In a release, Barrick said uniting with Newmont is a "logical and long overdue imperative for shareholders," and framed its proposal as a "significantly superior alternative" to Newmont's pending US$10-billion acquisition of Goldcorp Inc. Indeed, Barrick said annual synergies from its proposal would be 7.5 times larger than what Newmont can expect from its purchase of Goldcorp.
"Considered globally, the merger represents a radical and long-overdue restructuring of the gold industry, and a transformative shift from short-term survival tactics to the long-term creation of sustainable value," said Barrick CEO Mark Bristow.
The announcement comes after a remarkable sequence of events.
On Friday, Barrick confirmed it had "reviewed the opportunity to merge" with Newmont after Bloomberg News and The Globe and Mail reported on the possibility of a bid.
On Sunday, Newmont disclosed Barrick is seeking to lower the threshold for calling a special shareholder meeting, while Newmont CEO Gary Goldberg blasted Barrick's tactics as "desperate and bizarre" – which prompted Bristow to fire back.
“Our proposal is based on sound business rationale and industrial logic,” he said in a conference call with analysts Monday. “[Newmont] paying a 17 per cent premium for Goldcorp and its second tier assets and no synergies, followed almost immediately by the departure of Newmont’s CEO, strikes me as both desperate and bizarre.”
Combining Barrick with Newmont has been a frequent source of speculation, largely because of the companies’ respective footprints in Nevada. Indeed, in its announcement on Monday, Barrick said “the efficient rationalization” of assets could allow for more than two decades worth of profitable production in that state.
Barrick also went public on Monday with the letter its executive chairman, John Thornton, and Bristow sent to their counterparts at Newmont. In the letter, Barrick’s leaders referred to their proposal as a “once- in-a-lifetime opportunity,” while indicating they want to move “expeditiously” and have “limited” need for further due diligence.
Thornton and Bristow also stated Barrick’s proposal is conditional on Newmont abandoning its takeover of Goldcorp.
In a release, Newmont said its board will “fully evaluate” Barrick’s proposal, while noting its deal with Goldcorp is “the best opportunity” for shareholders. The company also pointed out it previously rejected approaches by Barrick and Randgold Resources Ltd. prior to their tie-up.
“From my standpoint, we’ve always been open to trying to do something [with Barrick in Nevada],” said Newmont CEO Gary Goldberg in an interview with Bloomberg Television on Monday. “I was really hoping with Mark [Bristow] coming in, that we’d have a party on the other side that actually got mining.”

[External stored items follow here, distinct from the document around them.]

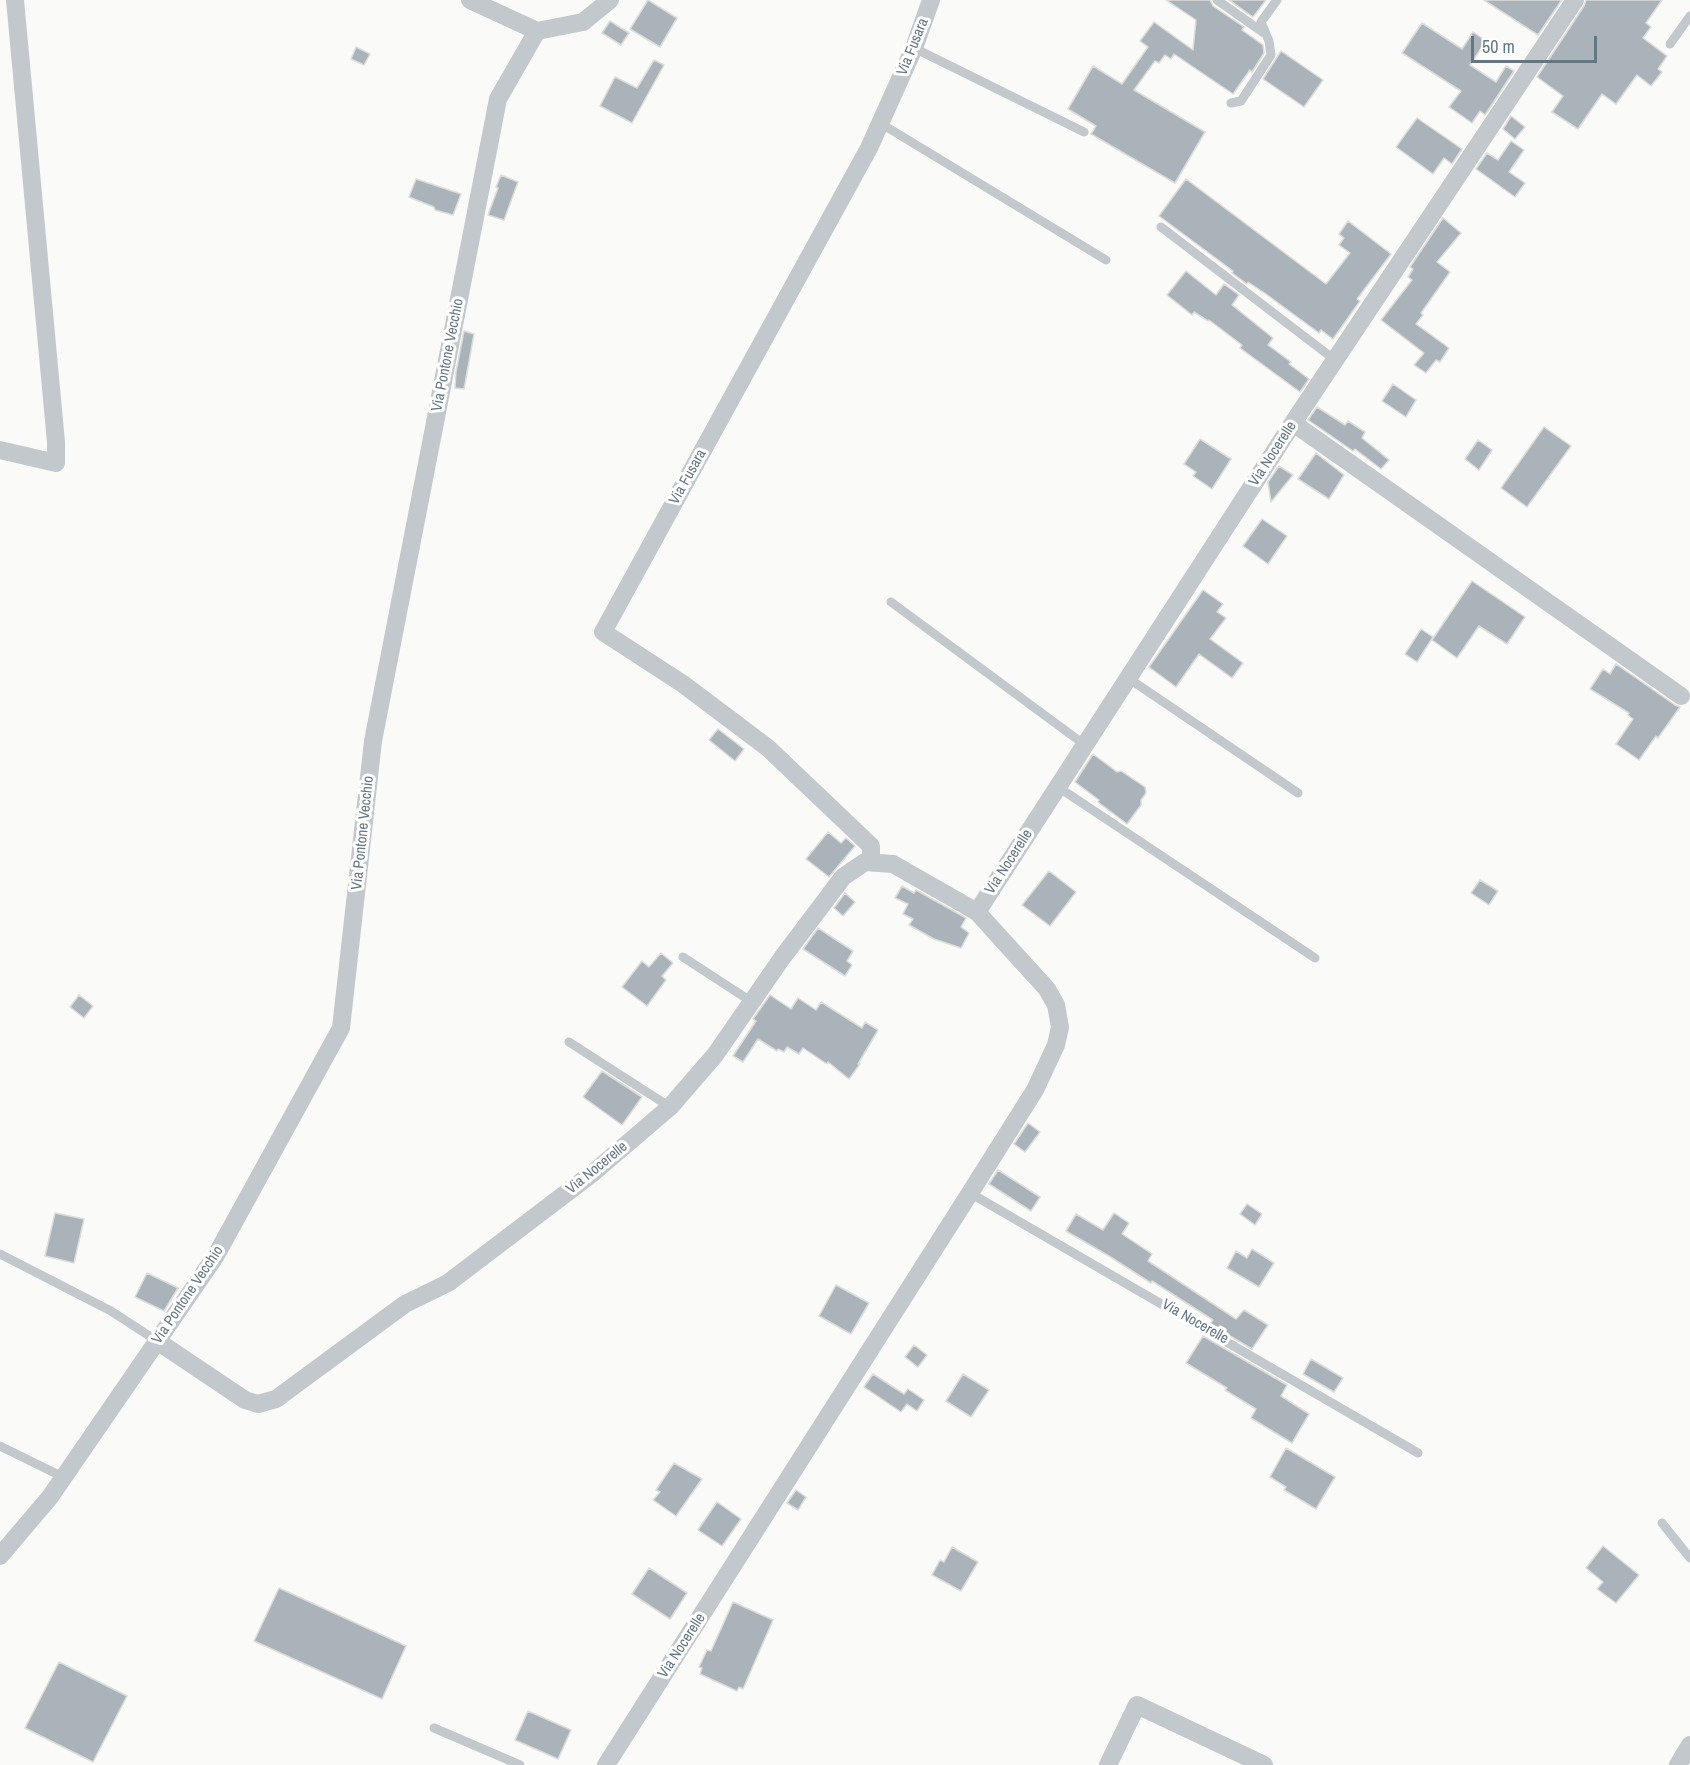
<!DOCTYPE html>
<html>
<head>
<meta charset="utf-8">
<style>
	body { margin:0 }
	#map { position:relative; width:1690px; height:1765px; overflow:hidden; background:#fafaf8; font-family:"Archivo Narrow",sans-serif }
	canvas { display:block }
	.scale { position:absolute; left:1471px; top:36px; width:126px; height:27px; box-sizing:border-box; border:3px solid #657683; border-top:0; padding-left:8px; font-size:18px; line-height:21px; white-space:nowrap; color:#657683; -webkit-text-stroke:4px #fff; paint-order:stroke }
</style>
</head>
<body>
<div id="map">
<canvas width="1690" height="1765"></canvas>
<div class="scale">50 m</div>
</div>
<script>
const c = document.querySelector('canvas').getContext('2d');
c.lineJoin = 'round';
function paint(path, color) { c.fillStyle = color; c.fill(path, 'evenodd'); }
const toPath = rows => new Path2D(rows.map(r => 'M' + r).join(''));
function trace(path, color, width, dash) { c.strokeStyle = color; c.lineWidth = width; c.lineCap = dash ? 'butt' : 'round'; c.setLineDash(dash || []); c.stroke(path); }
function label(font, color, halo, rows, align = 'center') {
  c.font = font + ' "Archivo Narrow",sans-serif'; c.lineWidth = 6; c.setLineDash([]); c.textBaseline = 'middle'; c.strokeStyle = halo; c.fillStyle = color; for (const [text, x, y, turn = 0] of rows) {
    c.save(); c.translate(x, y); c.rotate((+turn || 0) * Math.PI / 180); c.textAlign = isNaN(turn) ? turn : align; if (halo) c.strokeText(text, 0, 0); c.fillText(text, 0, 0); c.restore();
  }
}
const building = toPath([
	[648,0,677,18,660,47,630,29,648,0],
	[1166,0,1210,0,1213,6,1244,27,1242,30,1263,45,1264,53,1252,72,1250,70,1233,94,1174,54,1171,59,1165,55,1159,63,1155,61,1134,90,1205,132,1175,183,1091,134,1096,126,1068,109,1093,66,1122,84,1148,47,1140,41,1154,22,1193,50,1196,20,1166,0],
	[1229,0,1266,0,1253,17,1229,0],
	[1484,0,1560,0,1561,1,1538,35,1484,0],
	[1586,0,1662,0,1646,23,1651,27,1643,38,1667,56,1658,69,1662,72,1651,86,1637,75,1616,104,1602,94,1578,129,1552,112,1563,96,1537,77,1584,6,1586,0],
	[610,21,629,33,621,45,602,33,610,21],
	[1422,23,1462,49,1473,32,1486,41,1470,65,1496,82,1506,66,1514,71,1485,115,1480,111,1472,123,1449,107,1461,91,1402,53,1422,23],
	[356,47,370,54,364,65,351,59,356,47],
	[1281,51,1323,80,1304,107,1263,79,1281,51],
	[654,60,664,65,632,123,600,106,615,77,637,88,654,60],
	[1511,116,1525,127,1515,139,1503,129,1511,116],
	[1417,118,1462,149,1452,164,1444,158,1433,174,1396,147,1417,118],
	[1511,141,1524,150,1509,172,1525,183,1515,197,1476,169,1487,153,1498,160,1511,141],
	[501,175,518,182,504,220,488,215,498,188,496,187,501,175],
	[416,179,461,194,453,215,435,210,434,207,409,197,416,179],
	[1186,179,1326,284,1350,253,1339,245,1344,238,1339,234,1348,221,1391,254,1357,299,1360,301,1333,339,1321,330,1319,333,1266,294,1248,282,1247,284,1232,273,1233,271,1159,216,1186,179],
	[1443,218,1461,233,1437,262,1450,272,1421,313,1423,315,1416,324,1449,348,1440,362,1436,360,1426,373,1414,365,1424,353,1381,320,1412,280,1408,277,1413,269,1410,267,1443,218],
	[1186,271,1216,295,1224,284,1239,295,1232,305,1273,338,1268,345,1291,362,1289,364,1309,379,1300,392,1240,348,1242,345,1209,320,1208,321,1194,312,1192,315,1167,295,1186,271],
	[464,331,474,334,464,389,455,388,456,372,464,331],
	[1393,384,1416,400,1406,417,1382,401,1393,384],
	[1317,407,1345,425,1348,421,1365,432,1362,438,1389,460,1381,469,1355,449,1353,451,1308,420,1317,407],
	[1544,427,1571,446,1527,507,1501,488,1544,427],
	[1200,439,1231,459,1212,489,1193,476,1196,472,1184,464,1200,439],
	[1478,440,1492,450,1479,470,1465,459,1478,440],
	[1316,453,1344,475,1329,499,1298,479,1316,453],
	[1279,466,1293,475,1271,502,1268,482,1279,466],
	[1262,519,1287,536,1268,564,1243,546,1262,519],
	[1472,581,1525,617,1507,644,1479,626,1457,658,1432,640,1472,581],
	[1203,590,1223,604,1217,612,1226,618,1210,639,1243,663,1232,678,1199,654,1176,687,1149,667,1203,590],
	[1421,629,1433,637,1417,662,1405,654,1421,629],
	[1616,664,1675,705,1680,707,1658,738,1656,736,1639,760,1616,744,1633,719,1628,715,1629,713,1590,689,1603,669,1610,674,1616,664],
	[718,729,744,749,735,761,709,740,718,729],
	[1093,754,1117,772,1121,771,1145,787,1146,793,1141,800,1141,805,1127,824,1098,802,1099,800,1075,782,1093,754],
	[828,832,841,843,846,838,855,846,829,877,806,859,828,832],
	[1049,871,1076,892,1050,926,1022,905,1049,871],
	[1480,880,1498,891,1489,905,1471,893,1480,880],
	[902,886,914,893,916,890,966,918,961,927,969,933,961,948,934,939,909,925,913,919,903,914,908,904,895,898,902,886],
	[845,893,855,902,843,916,834,908,845,893],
	[818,928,853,951,847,961,852,965,845,976,803,949,818,928],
	[661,953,673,963,662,976,666,980,647,1006,622,987,642,961,649,967,661,953],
	[79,995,93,1006,84,1018,70,1007,79,995],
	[770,995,791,1009,798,998,816,1010,821,1002,862,1028,865,1022,878,1030,858,1064,860,1064,849,1079,828,1062,827,1064,803,1048,799,1054,787,1047,784,1052,778,1049,777,1051,758,1039,743,1062,733,1056,756,1021,753,1019,770,995],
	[602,1071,642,1097,622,1125,583,1097,602,1071],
	[1028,1123,1040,1132,1025,1152,1014,1144,1028,1123],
	[998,1170,1040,1197,1031,1211,989,1184,998,1170],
	[1247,1204,1262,1214,1255,1225,1240,1214,1247,1204],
	[55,1213,84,1219,74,1263,45,1256,55,1213],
	[1114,1213,1129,1223,1122,1234,1152,1254,1148,1261,1236,1319,1244,1310,1268,1325,1252,1349,1210,1324,1213,1320,1152,1281,1151,1283,1109,1256,1066,1231,1076,1214,1103,1230,1114,1213],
	[1252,1249,1274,1263,1259,1287,1227,1268,1236,1251,1247,1258,1252,1249],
	[147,1273,178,1288,164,1311,135,1297,147,1273],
	[836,1285,869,1303,851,1334,819,1316,836,1285],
	[1203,1336,1287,1385,1281,1396,1309,1414,1292,1443,1251,1418,1256,1409,1225,1390,1227,1388,1186,1363,1203,1336],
	[914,1345,927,1355,918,1367,905,1357,914,1345],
	[1311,1359,1343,1378,1334,1392,1303,1374,1311,1359],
	[873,1374,904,1394,908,1389,924,1400,917,1411,907,1404,901,1412,864,1387,873,1374],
	[963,1374,989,1390,971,1417,946,1401,963,1374],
	[1286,1448,1335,1477,1316,1509,1284,1490,1286,1487,1270,1477,1286,1448],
	[674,1463,702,1479,676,1516,653,1500,660,1492,656,1490,674,1463],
	[796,1490,806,1497,798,1510,787,1503,796,1490],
	[717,1502,741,1519,722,1546,698,1530,717,1502],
	[1603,1546,1639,1575,1616,1603,1597,1589,1603,1582,1586,1568,1603,1546],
	[952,1547,978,1562,961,1591,932,1575,940,1560,944,1562,952,1547],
	[649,1568,687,1593,670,1619,632,1594,649,1568],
	[279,1588,406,1646,382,1699,254,1641,279,1588],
	[733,1602,773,1620,743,1689,739,1687,737,1691,700,1674,702,1668,699,1667,707,1650,711,1651,733,1602],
	[59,1662,127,1696,93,1762,25,1728,59,1662],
	[528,1711,571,1730,558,1759,515,1740,528,1711]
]);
paint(building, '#aab3b9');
trace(building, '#dcdcda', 1.5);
trace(toPath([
	[1217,0,1264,33],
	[1670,44,1690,16],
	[914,48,1084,132],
	[1231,103,1241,101,1271,55,1269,41,1261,22,1277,0],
	[880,123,1106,260],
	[1161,227,1335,360],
	[891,602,1085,745],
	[1128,678,1298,793],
	[1058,787,1315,958],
	[683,957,752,1002],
	[569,1042,670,1107],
	[970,1193,1418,1453],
	[0,1254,111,1311,157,1341],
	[0,1446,63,1477],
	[1662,1523,1690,1558],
	[434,1728,520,1765]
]), '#c3c8cc', 9);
trace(toPath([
	[470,0,537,31],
	[537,31,583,22,610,0],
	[1293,423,1681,696],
	[0,450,56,463,56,442,15,0],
	[871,862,871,846,768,748,683,684,603,632,869,148,914,48,931,0],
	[157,1341,245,1400,258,1404,276,1399,405,1304,448,1283,594,1172,670,1107,715,1055,782,958,843,877,865,862,893,864,977,912],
	[0,1556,50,1497,215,1257,341,1028,373,741,498,99,537,31],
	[606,1765,970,1193,1035,1090,1056,1045,1060,1027,1056,1005,1047,989,977,912,1293,423,1575,0],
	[1108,1765,1137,1705,1264,1765],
	[1678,1765,1690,1745]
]), '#c3c8cc', 18);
label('15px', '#657683', '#fff', [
	["Via Fusara",913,47,-68],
	["Via Pontone Vecchio",448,355,-79],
	["Via Nocerelle",1273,454,-57],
	["Via Fusara",688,477,-61],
	["Via Pontone Vecchio",363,833,-84],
	["Via Nocerelle",1009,862,-57],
	["Via Nocerelle",597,1168,-39],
	["Via Pontone Vecchio",188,1295,-56],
	["Via Nocerelle",1195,1322,30],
	["Via Nocerelle",682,1646,-57]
]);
</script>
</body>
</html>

“What we’ve seen in the last day suggests that John [Thornton] is still firmly in control and trying to drive things the way he sees best. Quite frankly, he was fearful of our joining up with Goldcorp in terms of what that meant to Barrick going forward.”
Editor’s note: An earlier version of this story incorrectly quoted Mark Bristow. BNN Bloomberg regrets the error.